Propos recueillis par Lucie Nicolas-Vullierme

 

(1) Restauration en 2015 de ce bassin, situé en contrebas du Château dans l’axe du Grand Canal.

(2) Exposition au Musée national de Tokyo – Hyokeikan, jusqu’au 26 novembre 2017.


Ateliers pédagogiques caméléon

Meubles déployés, tabourets sortis révèlent de petites alcôves colorées, chaleureuses.

Les nouveaux espaces réservés par le château de Versailles aux activités pédagogiques pourront accueillir jusqu’à 30 000 personnes par an, soit trois fois plus qu’aujourd’hui. Sur une superficie totale de 270 m², ils s’organiseront selon cinq salles, dont trois dédiées aux ateliers plastiques, travaux manuels et activités numériques, une salle d’expression corporelle et une salle de formation. L’originalité de ce projet ? Un « mur meuble » permettant d’intervenir a minima sur les lieux existants, au premier étage de l’aile du Midi*. Celui-ci viendra épaissir le mur de séparation entre le couloir et les différentes salles afin d’y loger rangements et modules de tables, chaises et tabourets. Au gré des besoins, les modules seront déployés, révélant de petites alcôves colorées, selon une configuration « atelier » ou, au contraire, entièrement camouflés, selon une configuration « salle blanche », pour dégager un maximum de place. Formes, couleurs et textures participeront à ces modulations d’espaces, adaptées aux utilisateurs : écoliers, familles, publics en situation de handicap ou dits « éloignés des musées ».

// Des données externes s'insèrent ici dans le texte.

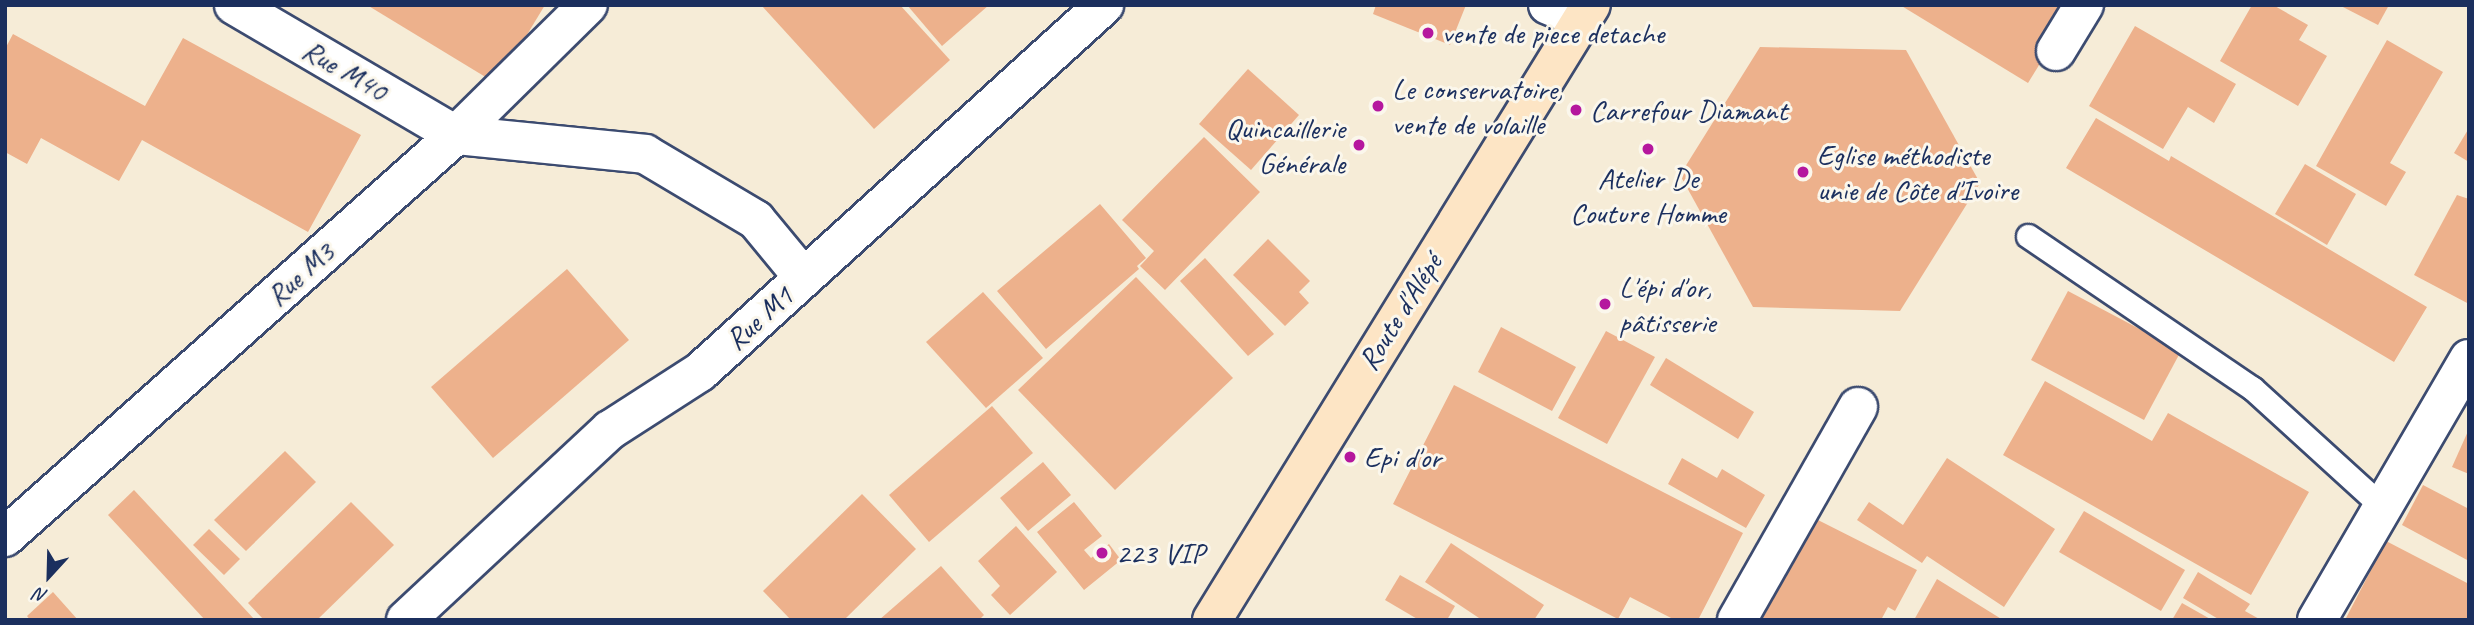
<!DOCTYPE html>
<meta charset="utf-8">
<style>
body{margin:0}
#map{position:relative;width:2474px;height:625px;overflow:hidden;background:#f6ecd7;font-family:Caveat,sans-serif}
div>[style]{position:absolute}
[style*='--x']{left:calc(var(--x)*1px);top:calc(var(--y)*1px);width:calc(var(--w)*1px);rotate:calc(var(--a)*1deg)}
.building>*{inset:0;background:#edb18c}
.roads{filter:drop-shadow(2px 0 #3c4b70) drop-shadow(-2px 0 #3c4b70) drop-shadow(0 2px #3c4b70) drop-shadow(0 -2px #3c4b70)}
.lane>*{height:23px;margin:-11.5px;padding:0 11.5px;transform-origin:11.5px;border-radius:11.5px;background:#fff}
.street>*{height:38px;margin:-19px;padding:0 19px;transform-origin:19px;border-radius:19px;background:#fff}
.secondary>*{height:38px;margin:-19px;padding:0 19px;transform-origin:19px;border-radius:19px;background:#fde5c5}
.dots>*{width:19px;height:19px;translate:-50% -50%;box-sizing:border-box;border:4px solid #fbf7ec;border-radius:50%}
span{translate:-50% -50%;white-space:nowrap;text-align:center;line-height:1.15;-webkit-text-stroke:6px #fbf7ec;paint-order:stroke}
.poi-label{font-size:30px;color:#1b2f5e}
.left{translate:0 -50%;text-align:left}
.right{translate:-100% -50%;text-align:right}
.street-label{font-size:30px;color:#1b2f5e}
.frame{position:absolute;inset:0;border:7px solid #1b2f5e;pointer-events:none}
.north{position:absolute;left:14px;top:541px;width:70px;height:70px;-webkit-text-stroke:5px #fbf7ec;paint-order:stroke;rotate:202deg;font-size:19px;font-weight:700;line-height:28px;text-align:center;color:#1b2f5e}
.north::after{content:'';display:block;margin:auto;width:24px;height:32px;background:#1b2f5e;clip-path:polygon(50% 0,100% 100%,50% 72%,0 100%)}
</style>
<div id="map">
<div class="building">
<div style="clip-path:polygon(367px 5px,545px 5px,497px 84px)"></div>
<div style="clip-path:polygon(761px 5px,900px 5px,950px 60px,874px 129px)"></div>
<div style="clip-path:polygon(907px 5px,989px 5px,942px 46px)"></div>
<div style="clip-path:polygon(1376px 5px,1466px 5px,1450px 45px,1373px 14px)"></div>
<div style="clip-path:polygon(1900px 5px,2076px 5px,2028px 83px)"></div>
<div style="clip-path:polygon(2252px 5px,2273px 5px,2308px 25px,2299px 40px,2327px 56px,2298px 106px,2220px 61px)"></div>
<div style="clip-path:polygon(2339px 5px,2389px 5px,2378px 25px)"></div>
<div style="clip-path:polygon(2135px 26px,2236px 84px,2214px 123px,2188px 107px,2163px 149px,2089px 106px)"></div>
<div style="clip-path:polygon(13px 34px,145px 106px,183px 38px,361px 135px,308px 232px,142px 140px,119px 181px,41px 138px,27px 164px,5px 152px,5px 49px)"></div>
<div style="clip-path:polygon(2387px 40px,2443px 72px,2390px 163px,2406px 172px,2386px 206px,2316px 166px)"></div>
<div style="clip-path:polygon(1760px 47px,1906px 50px,1980px 183px,1900px 311px,1753px 307px,1680px 175px)"></div>
<div style="clip-path:polygon(1248px 69px,1299px 115px,1251px 170px,1199px 124px)"></div>
<div style="clip-path:polygon(2096px 118px,2169px 161px,2171px 156px,2427px 307px,2394px 362px,2066px 168px)"></div>
<div style="clip-path:polygon(2469px 128px,2469px 162px,2454px 153px)"></div>
<div style="clip-path:polygon(1204px 137px,1260px 192px,1165px 290px,1140px 266px,1154px 251px,1122px 220px)"></div>
<div style="clip-path:polygon(2305px 164px,2356px 194px,2327px 245px,2275px 214px)"></div>
<div style="clip-path:polygon(2457px 195px,2469px 199px,2469px 304px,2414px 275px)"></div>
<div style="clip-path:polygon(1100px 204px,1146px 258px,1137px 266px,1139px 269px,1046px 349px,997px 291px)"></div>
<div style="clip-path:polygon(1268px 239px,1310px 281px,1299px 292px,1309px 303px,1285px 326px,1233px 275px)"></div>
<div style="clip-path:polygon(1205px 258px,1274px 334px,1248px 356px,1180px 281px)"></div>
<div style="clip-path:polygon(567px 269px,629px 340px,493px 458px,431px 387px)"></div>
<div style="clip-path:polygon(1136px 277px,1233px 378px,1115px 490px,1018px 390px)"></div>
<div style="clip-path:polygon(2068px 291px,2181px 351px,2144px 420px,2031px 360px)"></div>
<div style="clip-path:polygon(983px 292px,1043px 358px,986px 408px,926px 342px)"></div>
<div style="clip-path:polygon(1501px 327px,1576px 367px,1552px 411px,1478px 372px)"></div>
<div style="clip-path:polygon(1606px 331px,1655px 357px,1607px 444px,1558px 418px)"></div>
<div style="clip-path:polygon(1666px 358px,1754px 412px,1738px 439px,1650px 385px)"></div>
<div style="clip-path:polygon(2045px 381px,2152px 441px,2168px 413px,2309px 492px,2251px 595px,2003px 455px)"></div>
<div style="clip-path:polygon(1454px 385px,1743px 533px,1698px 620px,1675px 620px,1630px 597px,1618px 619px,1393px 504px)"></div>
<div style="clip-path:polygon(992px 406px,1033px 453px,929px 542px,889px 495px)"></div>
<div style="clip-path:polygon(2469px 429px,2469px 474px,2452px 467px)"></div>
<div style="clip-path:polygon(285px 451px,316px 482px,246px 551px,214px 520px)"></div>
<div style="clip-path:polygon(1682px 458px,1717px 478px,1722px 469px,1765px 495px,1746px 528px,1668px 484px)"></div>
<div style="clip-path:polygon(1947px 458px,2055px 529px,2004px 607px,1927px 556px,1922px 563px,1857px 520px,1869px 502px,1903px 525px)"></div>
<div style="clip-path:polygon(1043px 462px,1071px 495px,1028px 531px,1000px 498px)"></div>
<div style="clip-path:polygon(2423px 485px,2469px 509px,2469px 561px,2402px 525px)"></div>
<div style="clip-path:polygon(134px 490px,255px 620px,205px 620px,108px 515px)"></div>
<div style="clip-path:polygon(862px 494px,916px 549px,844px 620px,791px 620px,763px 591px)"></div>
<div style="clip-path:polygon(351px 502px,394px 545px,317px 620px,264px 620px,248px 603px)"></div>
<div style="clip-path:polygon(1074px 502px,1102px 536px,1084px 550px,1091px 558px,1109px 544px,1121px 560px,1084px 590px,1037px 532px)"></div>
<div style="clip-path:polygon(2084px 511px,2185px 570px,2161px 611px,2059px 552px)"></div>
<div style="clip-path:polygon(1814px 518px,1917px 570px,1895px 611px,1888px 607px,1881px 620px,1762px 620px)"></div>
<div style="clip-path:polygon(1016px 526px,1057px 572px,1010px 615px,991px 595px,1000px 586px,978px 561px)"></div>
<div style="clip-path:polygon(209px 529px,240px 559px,224px 575px,193px 545px)"></div>
<div style="clip-path:polygon(2386px 541px,2469px 584px,2469px 620px,2345px 620px)"></div>
<div style="clip-path:polygon(1451px 543px,1544px 605px,1534px 620px,1482px 620px,1425px 582px)"></div>
<div style="clip-path:polygon(941px 566px,984px 615px,979px 620px,879px 620px)"></div>
<div style="clip-path:polygon(2198px 572px,2250px 604px,2245px 611px,2261px 620px,2220px 620px,2183px 598px)"></div>
<div style="clip-path:polygon(1400px 575px,1455px 606px,1447px 620px,1419px 620px,1385px 600px)"></div>
<div style="clip-path:polygon(1937px 579px,2003px 620px,1914px 620px)"></div>
<div style="clip-path:polygon(53px 592px,78px 620px,30px 620px,27px 616px)"></div>
<div style="clip-path:polygon(2182px 603px,2212px 620px,2172px 620px)"></div>
</div>
<div class="roads">
<div class="lane">
<div style="--x:2028;--y:236;--w:271;--a:34.2"></div>
<div style="--x:2252;--y:388;--w:177;--a:42.3"></div>
</div>
<div class="street">
<div style="--x:234;--y:5;--w:257;--a:30.4"></div>
<div style="--x:456;--y:135;--w:190;--a:5.7"></div>
<div style="--x:645;--y:154;--w:129;--a:30.7"></div>
<div style="--x:756;--y:220;--w:75;--a:50.4"></div>
<div style="--x:1548;--y:5;--w:35;--a:22"></div>
<div style="--x:2056;--y:51;--w:54;--a:-58.7"></div>
<div style="--x:5;--y:537;--w:604;--a:-41.71"></div>
<div style="--x:456;--y:135;--w:185;--a:-44.6"></div>
<div style="--x:406;--y:620;--w:279;--a:-43"></div>
<div style="--x:610;--y:430;--w:107;--a:-32.8"></div>
<div style="--x:700;--y:372;--w:546;--a:-42.25"></div>
<div style="--x:1737;--y:620;--w:245;--a:-60.4"></div>
<div style="--x:2317;--y:620;--w:302;--a:-59.8"></div>
</div>
<div class="secondary">
<div style="--x:1212;--y:620;--w:722;--a:-58.36"></div>
</div>
</div>
<div class="dots">
<div style="left:1428px;top:33px;background:#b5179e"></div>
<div style="left:1378px;top:106px;background:#b5179e"></div>
<div style="left:1576px;top:110px;background:#b5179e"></div>
<div style="left:1359px;top:145px;background:#b5179e"></div>
<div style="left:1648px;top:149px;background:#b5179e"></div>
<div style="left:1803px;top:172px;background:#b5179e"></div>
<div style="left:1605px;top:304px;background:#b5179e"></div>
<div style="left:1350px;top:457px;background:#b5179e"></div>
<div style="left:1102px;top:553px;background:#b5179e"></div>
</div>
<div class="poi-label">
<span class="left" style="left:1442px;top:33px">vente de piece detache</span>
<span class="left" style="left:1392px;top:106px">Le conservatoire,<br>vente de volaille</span>
<span class="left" style="left:1590px;top:110px">Carrefour Diamant</span>
<span class="right" style="left:1345px;top:145px">Quincaillerie<br>Générale</span>
<span class="left" style="left:1817px;top:172px">Eglise méthodiste<br>unie de Côte d'Ivoire</span>
<span style="left:1648px;top:195px">Atelier De<br>Couture Homme</span>
<span class="left" style="left:1619px;top:304px">L'épi d'or,<br>pâtisserie</span>
<span class="left" style="left:1364px;top:457px">Epi d'or</span>
<span class="left" style="left:1116px;top:553px">223 VIP</span>
</div>
<div class="street-label">
<span style="left:345px;top:70px;rotate:30deg">Rue M40</span>
<span style="left:300px;top:274px;rotate:-42deg">Rue M3</span>
<span style="left:1400px;top:312px;rotate:-58deg">Route d'Alépé</span>
<span style="left:759px;top:318px;rotate:-42deg">Rue M1</span>
</div>
<div class="frame"></div>
<div class="north">N</div>
</div>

* Projet de l’agence d’architecture Beau_Bour, associé à Fleur Delesalle.


La Fondation Bettencourt Schueller : l’intelligence jusqu’au bout des doigts

« Donner des ailes au talent », c’est ainsi que la Fondation Bettencourt Schueller conçoit son engagement auprès des métiers d’art. Ici, le travail de la plumassière Nelly Saunier, lauréate 2009 du Prix Liliane Bettencourt pour l’intelligence de la main. © Sophie Zénon pour la Fondation Bettencourt.

Les sciences de la vie, la solidarité et la culture sont les trois principaux champs où s’engage la Fondation Bettencourt Schueller. Celle-ci valorise les métiers d’art depuis dix-huit ans grâce au Prix Liliane Bettencourt pour l’intelligence de la main, devenu un label d’excellence. C’est dans le prolongement de ce concours, qui a consacré les talents de près de 100 personnalités, que la Fondation développe, depuis 2014, sa politique en faveur des professionnels et des institutions en lien avec les métiers d’art et de la création.